Exercise:
Beginning with the first line of the data below, set down each line exactly through the line that contains "227px,299px 259px,255px 279px,241px".

····················

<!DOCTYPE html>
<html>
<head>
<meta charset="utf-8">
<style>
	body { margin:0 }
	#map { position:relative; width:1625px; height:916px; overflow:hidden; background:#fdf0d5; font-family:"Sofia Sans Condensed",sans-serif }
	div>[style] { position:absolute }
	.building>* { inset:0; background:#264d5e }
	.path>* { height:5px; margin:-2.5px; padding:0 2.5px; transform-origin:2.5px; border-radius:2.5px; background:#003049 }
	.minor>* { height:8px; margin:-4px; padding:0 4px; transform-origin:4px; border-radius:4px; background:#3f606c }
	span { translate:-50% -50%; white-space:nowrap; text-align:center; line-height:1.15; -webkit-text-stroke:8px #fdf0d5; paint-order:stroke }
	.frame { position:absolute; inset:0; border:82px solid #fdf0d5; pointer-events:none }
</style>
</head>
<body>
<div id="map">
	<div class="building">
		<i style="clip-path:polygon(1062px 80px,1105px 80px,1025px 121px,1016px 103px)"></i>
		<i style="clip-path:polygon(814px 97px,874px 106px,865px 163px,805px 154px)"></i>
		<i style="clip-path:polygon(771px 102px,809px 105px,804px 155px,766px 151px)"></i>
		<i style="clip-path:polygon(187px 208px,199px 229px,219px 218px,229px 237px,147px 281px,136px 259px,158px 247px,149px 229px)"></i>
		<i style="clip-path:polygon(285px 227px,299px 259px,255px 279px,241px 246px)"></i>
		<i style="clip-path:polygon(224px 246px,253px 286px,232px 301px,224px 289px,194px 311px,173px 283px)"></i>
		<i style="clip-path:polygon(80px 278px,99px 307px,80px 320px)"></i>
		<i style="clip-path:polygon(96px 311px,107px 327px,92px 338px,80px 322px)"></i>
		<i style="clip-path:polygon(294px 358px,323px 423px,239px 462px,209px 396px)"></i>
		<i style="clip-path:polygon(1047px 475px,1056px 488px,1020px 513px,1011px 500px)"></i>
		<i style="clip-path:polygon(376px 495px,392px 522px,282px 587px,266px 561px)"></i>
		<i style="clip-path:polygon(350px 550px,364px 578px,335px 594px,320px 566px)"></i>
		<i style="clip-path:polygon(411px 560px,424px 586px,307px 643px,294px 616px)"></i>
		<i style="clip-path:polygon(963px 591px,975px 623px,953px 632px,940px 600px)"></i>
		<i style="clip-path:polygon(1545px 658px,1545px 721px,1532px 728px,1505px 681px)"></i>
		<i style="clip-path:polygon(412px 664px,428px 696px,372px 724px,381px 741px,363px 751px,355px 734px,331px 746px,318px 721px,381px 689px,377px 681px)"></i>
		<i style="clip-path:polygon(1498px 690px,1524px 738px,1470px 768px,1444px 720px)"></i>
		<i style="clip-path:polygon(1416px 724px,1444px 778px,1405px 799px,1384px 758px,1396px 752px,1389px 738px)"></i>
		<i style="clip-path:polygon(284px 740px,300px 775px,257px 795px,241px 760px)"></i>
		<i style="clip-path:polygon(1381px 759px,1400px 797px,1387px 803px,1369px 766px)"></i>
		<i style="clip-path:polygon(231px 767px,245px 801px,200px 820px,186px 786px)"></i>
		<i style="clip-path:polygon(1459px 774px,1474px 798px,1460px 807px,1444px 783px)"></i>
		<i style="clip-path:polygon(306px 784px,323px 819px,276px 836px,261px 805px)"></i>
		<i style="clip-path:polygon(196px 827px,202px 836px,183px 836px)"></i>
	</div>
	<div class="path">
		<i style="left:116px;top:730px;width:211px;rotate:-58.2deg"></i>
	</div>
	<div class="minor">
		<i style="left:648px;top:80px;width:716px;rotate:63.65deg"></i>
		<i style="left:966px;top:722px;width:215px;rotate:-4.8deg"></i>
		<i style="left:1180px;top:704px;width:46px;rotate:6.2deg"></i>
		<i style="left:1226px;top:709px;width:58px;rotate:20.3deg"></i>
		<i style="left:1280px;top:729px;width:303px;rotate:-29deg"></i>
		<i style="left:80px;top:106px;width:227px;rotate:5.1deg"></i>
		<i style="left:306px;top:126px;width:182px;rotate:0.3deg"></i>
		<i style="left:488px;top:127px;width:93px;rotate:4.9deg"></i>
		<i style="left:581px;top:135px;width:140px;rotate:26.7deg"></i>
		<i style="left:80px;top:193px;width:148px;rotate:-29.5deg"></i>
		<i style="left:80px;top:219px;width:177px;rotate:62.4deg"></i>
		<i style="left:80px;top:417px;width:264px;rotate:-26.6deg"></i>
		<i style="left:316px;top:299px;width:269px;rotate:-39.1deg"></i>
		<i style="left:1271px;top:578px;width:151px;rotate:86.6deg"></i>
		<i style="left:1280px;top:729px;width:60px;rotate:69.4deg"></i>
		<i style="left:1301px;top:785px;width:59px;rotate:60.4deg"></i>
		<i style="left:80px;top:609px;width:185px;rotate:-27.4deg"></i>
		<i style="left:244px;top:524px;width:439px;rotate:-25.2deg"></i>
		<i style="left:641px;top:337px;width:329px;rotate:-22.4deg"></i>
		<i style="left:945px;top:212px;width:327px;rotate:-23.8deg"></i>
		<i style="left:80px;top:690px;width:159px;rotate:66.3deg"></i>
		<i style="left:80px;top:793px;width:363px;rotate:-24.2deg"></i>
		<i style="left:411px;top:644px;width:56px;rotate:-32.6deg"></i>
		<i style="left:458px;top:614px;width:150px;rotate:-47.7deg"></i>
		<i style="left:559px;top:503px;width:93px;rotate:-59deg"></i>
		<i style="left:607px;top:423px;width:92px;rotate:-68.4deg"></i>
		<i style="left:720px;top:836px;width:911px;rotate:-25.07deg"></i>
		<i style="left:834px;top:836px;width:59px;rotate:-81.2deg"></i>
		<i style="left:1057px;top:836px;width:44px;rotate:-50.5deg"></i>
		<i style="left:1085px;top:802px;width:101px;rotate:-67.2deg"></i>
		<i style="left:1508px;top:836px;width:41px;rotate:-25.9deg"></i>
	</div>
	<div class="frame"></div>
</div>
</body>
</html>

····················

Output:
<!DOCTYPE html>
<html>
<head>
<meta charset="utf-8">
<style>
	body { margin:0 }
	#map { position:relative; width:1625px; height:916px; overflow:hidden; background:#fdf0d5; font-family:"Sofia Sans Condensed",sans-serif }
	div>[style] { position:absolute }
	.building>* { inset:0; background:#264d5e }
	.path>* { height:5px; margin:-2.5px; padding:0 2.5px; transform-origin:2.5px; border-radius:2.5px; background:#003049 }
	.minor>* { height:8px; margin:-4px; padding:0 4px; transform-origin:4px; border-radius:4px; background:#3f606c }
	span { translate:-50% -50%; white-space:nowrap; text-align:center; line-height:1.15; -webkit-text-stroke:8px #fdf0d5; paint-order:stroke }
	.frame { position:absolute; inset:0; border:82px solid #fdf0d5; pointer-events:none }
</style>
</head>
<body>
<div id="map">
	<div class="building">
		<i style="clip-path:polygon(1062px 80px,1105px 80px,1025px 121px,1016px 103px)"></i>
		<i style="clip-path:polygon(814px 97px,874px 106px,865px 163px,805px 154px)"></i>
		<i style="clip-path:polygon(771px 102px,809px 105px,804px 155px,766px 151px)"></i>
		<i style="clip-path:polygon(187px 208px,199px 229px,219px 218px,229px 237px,147px 281px,136px 259px,158px 247px,149px 229px)"></i>
		<i style="clip-path:polygon(285px 227px,299px 259px,255px 279px,241px 246px)"></i>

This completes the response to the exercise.